Hanan Brand, Head of the Startup Division

Enhancing Vegetables’ Natural Beauty  

Do you like vegetables? Want to combat the waste of food in Israel? Meet ANINA Culinary Art – a new and revolutionary Israeli startup. Esti Brantz and Meydan Levy, the initiative’s partners, got to know each other during their studies together at Bezalel. The two collaborated and created several projects together with the aim of finding solutions that will improve the quality of life and the environment. “Most of the industry is directed at serving objectives that view profit as the ultimate value”, says Brantz. “If we engage in a circular economy, we can improve not just the profitability but also the industry and the environment, even if this requires investment and development. The consumers themselves view this as a value and demand high-quality products that are good for the environment and produced via a fair process”.

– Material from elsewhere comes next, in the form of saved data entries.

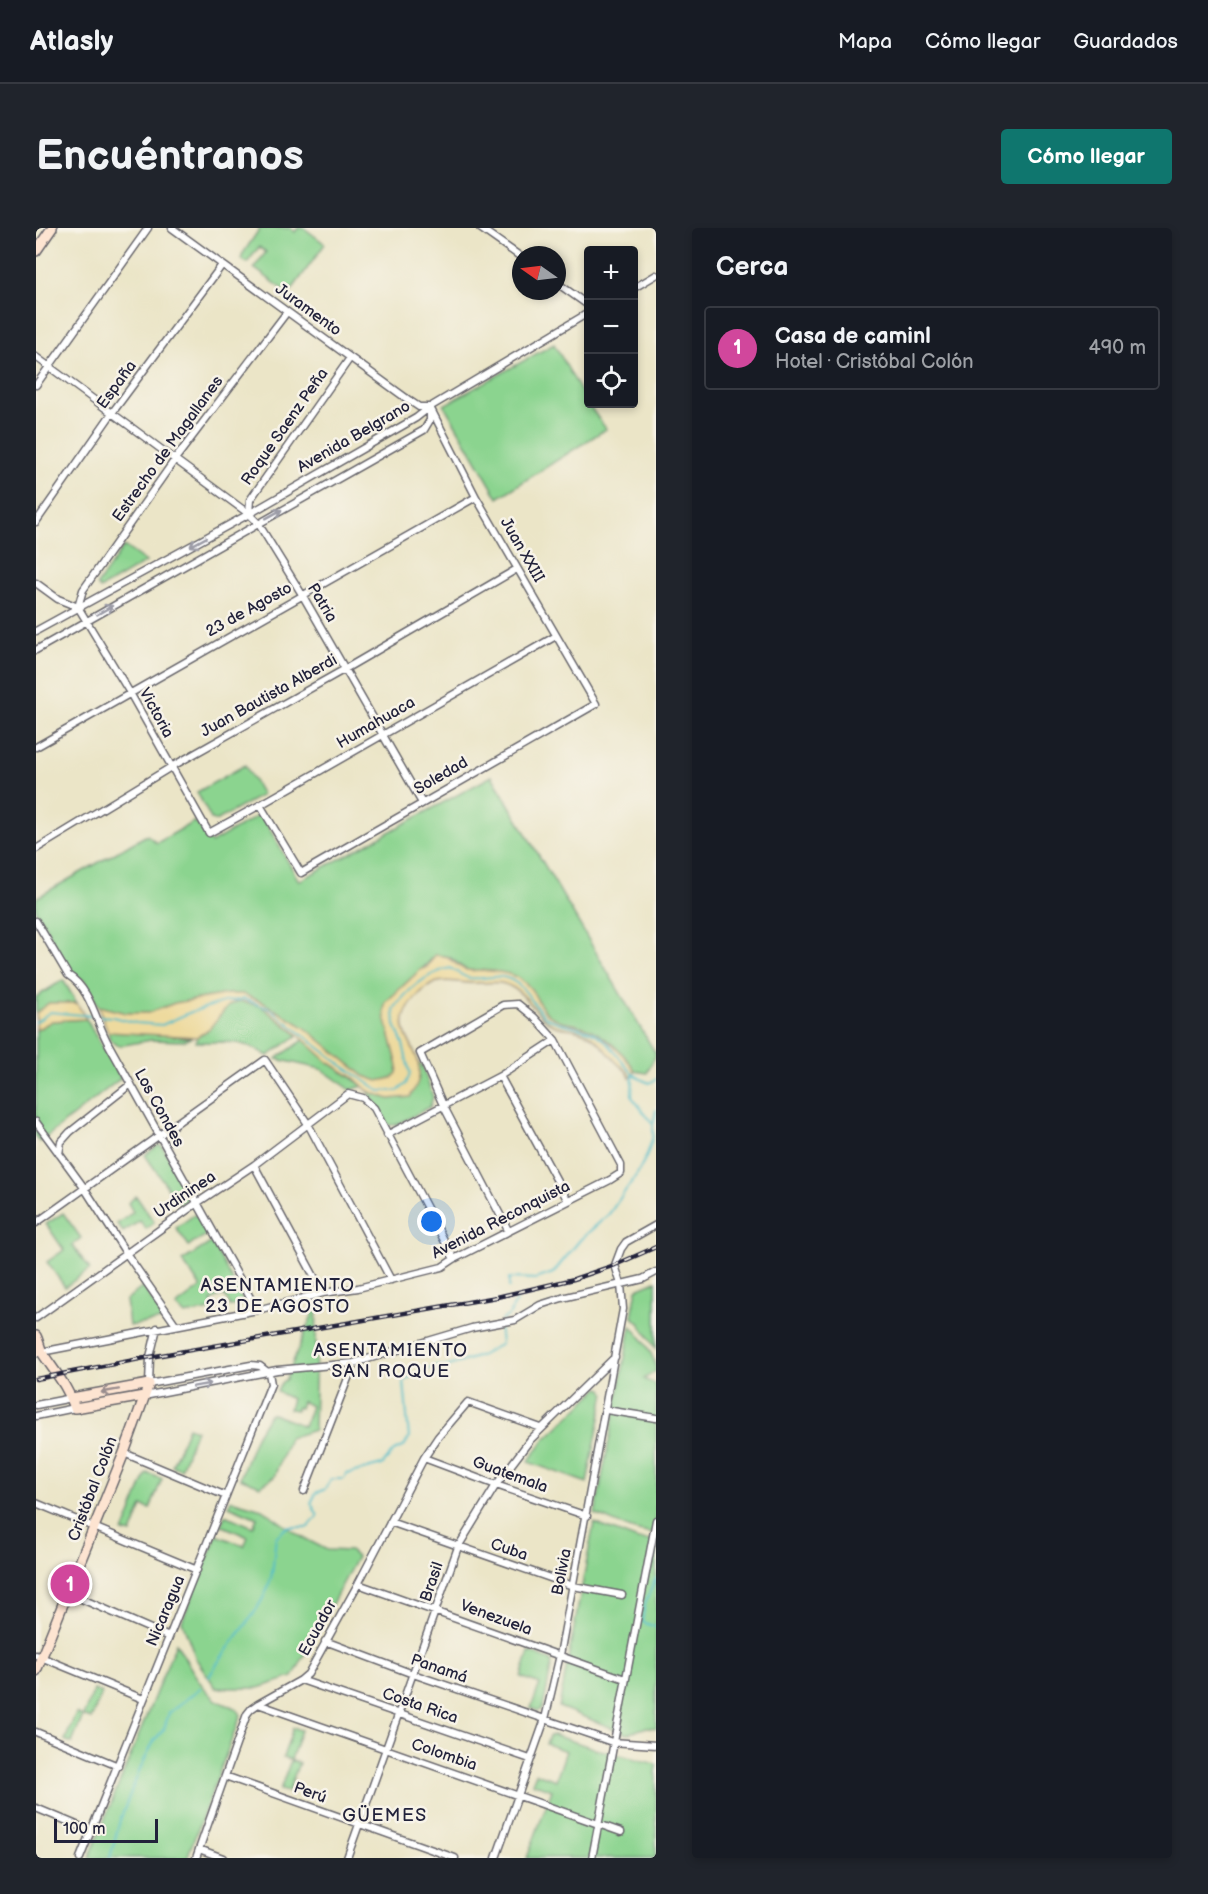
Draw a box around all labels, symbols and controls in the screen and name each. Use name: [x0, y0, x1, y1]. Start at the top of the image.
text: Atlasly: [30, 25, 113, 58]
text: Mapa: [838, 29, 892, 54]
text: Cómo llegar: [925, 29, 1040, 54]
text: Guardados: [1073, 29, 1178, 54]
button: Cómo llegar: [1001, 129, 1172, 184]
text: Encuéntranos: [36, 131, 304, 182]
north arrow: [512, 246, 566, 300]
map controls: [584, 246, 638, 408]
button: +: [584, 246, 638, 300]
text: Cerca: [716, 252, 788, 283]
street label: Juramento: [271, 280, 345, 340]
button: −: [584, 300, 638, 354]
text: Casa de caminl: [775, 323, 931, 350]
text: 1: [733, 336, 742, 360]
text: 490 m: [1089, 336, 1146, 360]
text: Hotel · Cristóbal Colón: [775, 350, 974, 374]
button: locate: [584, 354, 638, 408]
street label: España: [93, 357, 141, 413]
street label: Roque Saenz Peña: [238, 365, 332, 489]
street label: Estrecho de Magallanes: [109, 372, 227, 526]
street label: Avenida Belgrano: [294, 397, 414, 477]
one-way arrow: [265, 508, 283, 519]
street label: Juan XXIII: [496, 514, 548, 586]
one-way arrow: [190, 536, 207, 548]
street label: 23 de Agosto: [203, 579, 295, 641]
street label: Patria: [303, 580, 341, 626]
one-way arrow: [96, 604, 113, 616]
street label: Juan Bautista Alberdi: [197, 651, 341, 741]
street label: Victoria: [135, 685, 177, 741]
street label: Humahuaca: [333, 693, 419, 753]
street label: Soledad: [411, 753, 471, 799]
street label: Los Condes: [130, 1066, 188, 1150]
street label: Urdininea: [150, 1167, 220, 1223]
street label: Avenida Reconquista: [429, 1177, 573, 1263]
your location: [417, 1207, 446, 1236]
district label: ASENTAMIENTO 23 DE AGOSTO: [200, 1275, 356, 1317]
district label: ASENTAMIENTO SAN ROQUE: [313, 1340, 469, 1382]
one-way arrow: [192, 1379, 211, 1390]
one-way arrow: [101, 1385, 120, 1396]
street label: Cristóbal Colón: [64, 1434, 122, 1544]
street label: Guatemala: [470, 1453, 550, 1497]
street label: Cuba: [488, 1535, 530, 1565]
street label: Bolivia: [548, 1547, 576, 1597]
street label: Brasil: [416, 1560, 448, 1604]
pin: 1: [51, 1562, 90, 1606]
street label: Nicaragua: [143, 1573, 189, 1649]
street label: Venezuela: [457, 1596, 535, 1640]
street label: Ecuador: [295, 1597, 341, 1659]
street label: Panamá: [408, 1650, 470, 1688]
street label: Costa Rica: [380, 1684, 460, 1728]
street label: Colombia: [409, 1735, 479, 1775]
street label: Perú: [291, 1778, 329, 1808]
district label: GÜEMES: [342, 1804, 428, 1826]
scale bar: [54, 1816, 158, 1844]
text: 100 m: [63, 1820, 106, 1839]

The catalyst for ANINA’s current development was the exposure to the severe figures relating to the immediate future problem of feeding the world’s population in contrast to the waste of food in the western world. “The quantities of food thrown out and destroyed are enormous”, Brantz says. In practice, approximately 30%-50% of agricultural produce is thrown out at all points along the supply chain for many diverse reasons.

One of the primary factors that motivated the designers to promote a change was the filtering of food that is marketed solely based on aesthetic metrics – shapes, textures, size etc. Although the produce may be high-quality, tasty, and nutritious, vegetables that look different are sometimes not even harvested from the field.

The two decided to take the produce classified as “ugly” and redesign it as “desirable”. “We wanted to create a change and to raise awareness by making vegetables more appetizing and for people to look at them and want to eat them. Our approach is not based on a desire to educate people but rather from an emotional view of connecting with the beauty of nature. We wanted to examine ways of providing a stage for the natural beauty of fruit and vegetables. We sometimes view them as trivial because they are a cheap and available product that is not marketed in attractive packaging. 

Experiments in the Home Kitchen

Brantz and Levy began a series of experiments. They visited the Machane Yehuda market every day to collect the leftover fruit and vegetables and began exploring ways of naturally preserving the food. They arrived at the method of dehydration – an historically ancient method that preserves the nutritional value of raw materials. Among others, it is used for pasta, legumes, and spices. 

Dehydration is efficient in two ways: the first is the extension of shelf life from a few days, in the case of vegetables, to many months and, even, years under the correct packaging conditions. The second advantage is transportation. Vegetables contain about 90% water and dehydration significantly reduces their volume and weight. As designers, we address experiences and examine how every product we make will influence the people consuming it, thereby creating the sequence of emotions they will feel when encountering the product”, Brantz explains. 

Dehydration is efficient in two ways: the first is the extension of shelf life from a few days, in the case of vegetables, to many months and, even, years under the correct packaging conditions. The second advantage is transportation. Vegetables contain about 90% water and dehydration significantly reduces their volume and weight. As designers, we address experiences and examine how every product we make will influence the people consuming it, thereby creating the sequence of emotions they will feel when encountering the product”, Brantz explains. 

“Although we don’t come from the culinary field, as industrial designers we are familiar with physical attributes, patterns of behavior, and methods of processing countless materials. We combined technologies and techniques from heavy industries and converted them to process edible raw materials to create technological innovation and an exceptional experience”.

The team of designers was joined by Anat Natan who has vast experience in the culinary world, management, and marketing, and together with the technology team, the capsules were developed into the final product. ANINA creates a laminate – a kind of edible, visually appealing vegetable sheet. Despite their structural flexibility, the sheets are constructive and can be shaped into 3D form and can hold materials in a very stable manner, a quality that allows to package all the product’s components as a capsule.

Preparing the dish is simple: after placing the capsule in a bowl and adding a cup of water, all that is necessary are a few minutes in the microwave (or in a pot). The capsule breaks down and become a tasty dish. On average, each capsule contains 40% vegetables as well as noodles, grains, and spices. The process restores the water to the vegetables and cooks them. Each portion makes at least two cups of vegetable, that are approx. 40% of an adult’s recommended daily intake of vegetable. 

ANINA’s capsules began to be sold several months ago via the “Aleh Online” website. Feedback is now being gathered from consumers. “The feedback is amazing”, says Brantz, “we are very happy at the high level of response and interest in the product and are learning a lot from the consumers.

“We constantly feel the amazing support of the Innovation Authority”, Brantz concludes, “it’s not just technical support – we feel supported like a family. Everyone is ready and motivated because they care and not just because it’s their job. It is challenging being a startup and the support gives us the energy and backing to continue what we are doing. 

“It’s no coincidence that the food industry is so large and pollutive”, says Brantz. “Food is an existential need and one of humankind’s great pleasures. We hope to exert a positive influence on life, our body, and the environment, and also give inspiration to industrialists, who will see that it’s possible to benefit the world, as well as our physical and mental wellbeing, while also being appreciated and innovative”.